Beiträge von Soze

    Ich fänd das Thema "Geschlechtsidentität: Entwicklung und gesellschaftliche Relevanz" recht spannend. Wichtig wäre dabei aber, eben nicht das Thema Geschlechterkonflikt aufzugreifen, sondern viel mehr der Entwicklungsverlauf der eigenen Gewchlechtsidentität und die Frage, in welchem Ausmaß Sie relevant für das Individuum bzw. Das soziale Umfeld, oder auch die "gesamte" Gesellschaft (also je nach Rahmen: Deutschland, Eu, die Welt). Vielleicht gibt es da auch jeweils Unterschiede im Laufe der Geschichte, wie beispielsweise die zunehmende Realisierung bzw. Akzeptanz von queeren Menschen?


    Da Herr Dr. Köbel ja besonders auf Identitätsbildung schaut, fänd ich auch einfach interessant, auf was für Quellen er da zurückgreifen würde (Bourdieu sollte schnell dabei sein, aber bekommt er Popper da auch mit reingequetscht? 😅)


    Ich selber habe mich mit dem Thema Männlichkeit zwar schon ausgiebig beschäftigt, kann da bei Bedarf auch einige gute Quellen zu angeben, kenne mich aber in der weiblichen Identitätsentwicklung nur bedingt aus und finde quasi den strukturellen Überbau (warum überhaupt Geschlecht?) Interessant.


    Sobald es aber in die Richtung der Hegemonie und Co geht, halte ich es nur für bedingt möglich, das Thema in ca einer Stunde wirklich nachvollziehbar auszuformulieren, da es einfach unheimlich komplex und kleinteilig ist.

    Ich gehe da auch in die Richtung von Bekado. Wenn ich mir selber Notizrn mache, strukturiere ich mir dadurch inhaltlich, aber auch optisch auf dem papier die Themen vor. Informationen kann ich später dann nicht nur als abstrakte theorie abrufen, sondern meist auch mit einem Text- oder Schaubild verknüpfen und weiß z.b. daher, wieviele elemente noch dazu gehören, an welcher stelle etwas stand, etc.

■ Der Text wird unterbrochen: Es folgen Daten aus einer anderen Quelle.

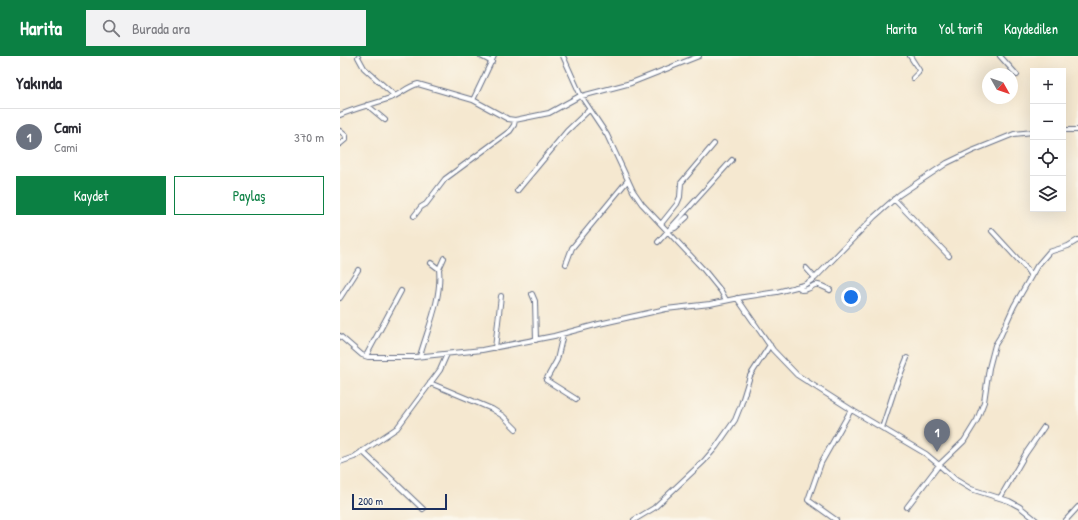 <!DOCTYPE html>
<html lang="tr">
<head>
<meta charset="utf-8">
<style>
  :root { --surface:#fff; --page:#f2f2f3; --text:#2b2b33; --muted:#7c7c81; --line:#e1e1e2; --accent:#0b8043 }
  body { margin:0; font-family:"Patrick Hand",sans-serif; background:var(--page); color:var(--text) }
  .controls { position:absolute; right:12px; top:12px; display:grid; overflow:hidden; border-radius:0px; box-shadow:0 4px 16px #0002 }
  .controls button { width:36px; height:36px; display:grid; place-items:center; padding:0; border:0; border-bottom:1px solid var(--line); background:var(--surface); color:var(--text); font:20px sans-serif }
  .compass { position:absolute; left:642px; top:12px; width:36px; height:36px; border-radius:50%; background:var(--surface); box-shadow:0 4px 16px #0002; rotate:130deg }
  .scale { position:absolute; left:12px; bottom:10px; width:95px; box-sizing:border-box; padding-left:4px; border:2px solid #1b2f5e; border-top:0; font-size:11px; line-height:14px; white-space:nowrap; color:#1b2f5e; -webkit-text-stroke:3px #fbf7ec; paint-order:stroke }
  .you { position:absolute; left:511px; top:241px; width:14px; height:14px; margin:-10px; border:3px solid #fff; border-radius:50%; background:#1a73e8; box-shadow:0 0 0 6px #1a73e833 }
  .badge { display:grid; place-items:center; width:26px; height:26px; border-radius:50%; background:var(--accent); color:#fff; font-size:13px; font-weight:700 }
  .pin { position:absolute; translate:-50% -33px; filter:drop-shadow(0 1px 2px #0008) }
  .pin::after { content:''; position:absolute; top:21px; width:14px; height:12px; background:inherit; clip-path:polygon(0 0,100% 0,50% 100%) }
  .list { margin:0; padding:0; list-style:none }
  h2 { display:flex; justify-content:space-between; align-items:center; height:52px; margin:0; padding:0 16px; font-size:17px }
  h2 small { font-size:13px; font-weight:400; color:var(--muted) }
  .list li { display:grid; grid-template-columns:26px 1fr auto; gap:12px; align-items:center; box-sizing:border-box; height:56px; padding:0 16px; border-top:1px solid var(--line) }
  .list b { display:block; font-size:15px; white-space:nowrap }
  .list p { margin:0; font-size:13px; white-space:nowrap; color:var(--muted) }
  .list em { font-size:13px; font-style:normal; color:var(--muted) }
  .actions { display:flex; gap:8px; padding:12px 16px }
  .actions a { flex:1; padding:9px 0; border:1px solid var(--accent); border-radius:0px; text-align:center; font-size:14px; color:var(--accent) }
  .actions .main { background:var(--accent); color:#fff }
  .icon { flex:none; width:22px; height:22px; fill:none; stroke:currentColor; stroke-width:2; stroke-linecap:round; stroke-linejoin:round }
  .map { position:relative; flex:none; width:738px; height:464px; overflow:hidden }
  header { display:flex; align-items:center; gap:24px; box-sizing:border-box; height:56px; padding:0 20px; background:var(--accent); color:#fff }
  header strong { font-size:19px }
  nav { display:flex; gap:22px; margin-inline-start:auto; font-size:14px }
  .search { width:280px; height:36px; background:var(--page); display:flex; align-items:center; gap:10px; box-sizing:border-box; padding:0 14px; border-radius:0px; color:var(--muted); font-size:15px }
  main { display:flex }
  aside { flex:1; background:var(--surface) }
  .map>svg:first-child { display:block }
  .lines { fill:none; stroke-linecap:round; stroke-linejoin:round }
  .minor-casing { stroke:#677086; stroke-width:6 }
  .minor { stroke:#fff; stroke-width:4 }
</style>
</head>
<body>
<header>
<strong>Harita</strong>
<div class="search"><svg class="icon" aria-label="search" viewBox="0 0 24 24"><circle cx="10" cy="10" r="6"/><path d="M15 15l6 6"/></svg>Burada ara</div>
<nav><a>Harita</a><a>Yol tarifi</a><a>Kaydedilen</a></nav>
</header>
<main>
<aside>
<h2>Yakında<small></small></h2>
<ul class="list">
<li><span class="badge" style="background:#6b7280">1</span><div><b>Cami</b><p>Cami</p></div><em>370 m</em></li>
</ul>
<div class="actions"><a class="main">Kaydet</a><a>Paylaş</a></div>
</aside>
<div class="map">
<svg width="738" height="464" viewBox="0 0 738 464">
  <rect width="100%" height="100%" fill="#fbf7ec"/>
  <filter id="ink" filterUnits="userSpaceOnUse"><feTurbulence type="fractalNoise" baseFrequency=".025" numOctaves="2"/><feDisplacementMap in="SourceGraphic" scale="8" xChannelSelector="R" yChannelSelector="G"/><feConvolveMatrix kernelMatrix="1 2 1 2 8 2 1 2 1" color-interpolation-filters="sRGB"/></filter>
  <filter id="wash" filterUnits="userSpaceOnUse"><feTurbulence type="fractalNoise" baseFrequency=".012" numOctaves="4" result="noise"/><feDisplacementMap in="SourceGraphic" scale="16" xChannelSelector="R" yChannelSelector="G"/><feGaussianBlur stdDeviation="0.9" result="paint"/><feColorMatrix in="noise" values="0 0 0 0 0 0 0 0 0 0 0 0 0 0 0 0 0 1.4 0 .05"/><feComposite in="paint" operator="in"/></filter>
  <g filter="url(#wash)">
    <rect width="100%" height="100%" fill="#f5e8d0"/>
  </g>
  <g filter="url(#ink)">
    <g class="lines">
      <g class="minor-casing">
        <path id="minor" d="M141,0L152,6
          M223,0L241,40L267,79L293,135L302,148L364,214L381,235L386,244
          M570,0L579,14L578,17L573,22
          M660,0L677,19
          M18,1L24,12L55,40
          M133,44L154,0
          M27,49L45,64
          M0,59C16,52 34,48 50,42C60,39 68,30 78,28L133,44L168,63L175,64
          M723,74H738
          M0,75L6,80V83L0,88
          M177,135L227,75L249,54
          M554,143L609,200
          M74,160L81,151L86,148L105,123L170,75L174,69L175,64L209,57L238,41L291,27L359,0
          M321,168L337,148L340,141L341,127L374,88
          M330,174L335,172L347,161
          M652,175L685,211L691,220
          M318,186L392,104
          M226,208L232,192L288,124
          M466,212L475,222
          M99,213L104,202
          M459,230L461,234C477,234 468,222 490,234
          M192,238L195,245L196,284
          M0,242L18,214
          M397,242L433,294L457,319L515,356L586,398L599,409L567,451
          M223,278L217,304L206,324L236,343
          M0,280L22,299L28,301H75L142,294L214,280L259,268L326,253L370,248L404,241L437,236L464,229L475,222L534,161L559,139L607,107L632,95L674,78L693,76
          M155,292L161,240
          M26,300L61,235
          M80,300C88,272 102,242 99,213L91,207
          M90,327L152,353L163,360L176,373
          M542,372L556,329L567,302
          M22,395L83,453
          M0,406L14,401L57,372L100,314L107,298
          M660,442L686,397L704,371
          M294,464L314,452L364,405L376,391L395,364L401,349L410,320L430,289
          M496,464L468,444L481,407L511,354
          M696,464L680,451L669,445L631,433L616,424L599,409L624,385L637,364L644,346L649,312L655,289L660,281L674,250L697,210L709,196L728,190L738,184
          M726,464L738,451"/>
      </g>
      <use href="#minor" class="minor"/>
    </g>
  </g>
</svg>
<div class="controls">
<button>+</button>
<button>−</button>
<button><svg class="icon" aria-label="locate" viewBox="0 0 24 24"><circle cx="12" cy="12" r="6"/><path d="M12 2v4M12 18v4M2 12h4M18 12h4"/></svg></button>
<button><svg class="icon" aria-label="layers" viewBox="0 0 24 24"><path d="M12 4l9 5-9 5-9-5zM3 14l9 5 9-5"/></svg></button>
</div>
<svg class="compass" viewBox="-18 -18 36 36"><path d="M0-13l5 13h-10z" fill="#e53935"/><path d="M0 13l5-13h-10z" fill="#7c7c81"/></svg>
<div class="scale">200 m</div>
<div class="you"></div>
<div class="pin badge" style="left:597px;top:396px;background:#6b7280">1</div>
</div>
</main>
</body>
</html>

    Als nächstes nutze ich mindmapping-tools, einfach weil ich damit ale themen in eine gesamtatruktur bringen kann. Strukturelle Ungereimtheiten und überflüssige Unterteilungen fallen dabei schnell auf jnd lassen sich dank digitaler form schnell anpassen. Außerdem kann ich die themen dabei schon voll aufschlüsseln und mir zudem die entsprehenden bücher, evtl sogar Kapitel zu den Oberpunkten schreiben, wodurch ich später gezielter nachlesen. (Manchmal lese ich erst nach der planung, manchmal währenddessen, manchmal ist das lesen für die planung notwendig, je nachdem, wieviel ich schon über das jeweilige thema weiß.)


    Und danach nutze ich ebenfals citavi. Ich habe mal ne kurze einführung gehabt, danach einige features selbst entdeckt und bin sehr zufrieden damit. Vollständig nutze ich das aber mit sicherheit noch nicht...

    Im Grunde geht es dabei ja um Überschneidung und/oder Differenz zwischen Gesellschaft und Individuum.


    Mit der Sozialisation wird das Individuum ja vergesellschaftet, lernt also Werte und Normen, auf die sich "die Gesellschaft", also das soziale Umfeld als Konsens geeinigt haben. Zun einen lernt es so, sich in der Gesellschaft zu bewegen und mit anderen zuverlässig zu interagieren, zum anderen bezieht es Stellung dazu. Das Individuum kann also durchaus abweichende Werte entwickeln, oder bspw. von einer geschlossenen Gruppe/Clique übernehmen.

    Gesellschaft und Individuum beeinflussen sich also konstant in der Wertbildung und -anpassung gegenseitig.


    Wenn also von Struktureller Gewalt gesprochen wird, geht es also um Gewalt, die als Folge des gemeinschaftlichen Konsens entsteht, was aber nicht bedeutet, dass das Individuum ohne Gesellschaft genauso handeln würde. Es kann sogar entgegen der eigenen Vorstellung handeln, weil es ethisch, rechtlich, moralisch, etc so geregelt ist (was ja alles gesellschaftliche Aushandlungsprozesse sind)


    Schwierig ist es nur, dass klar aufzudröseln. Was ist individuell entstanden, was gesellschaftlich? Besonders über den systemischen Blick ist die starke Vernetzung aller (sub-)systeme sehr deutlich wodurch meines Erachtens besonders mittig zwischen den beiden Polen keine trennscharfe Unterscheidung möglich ist.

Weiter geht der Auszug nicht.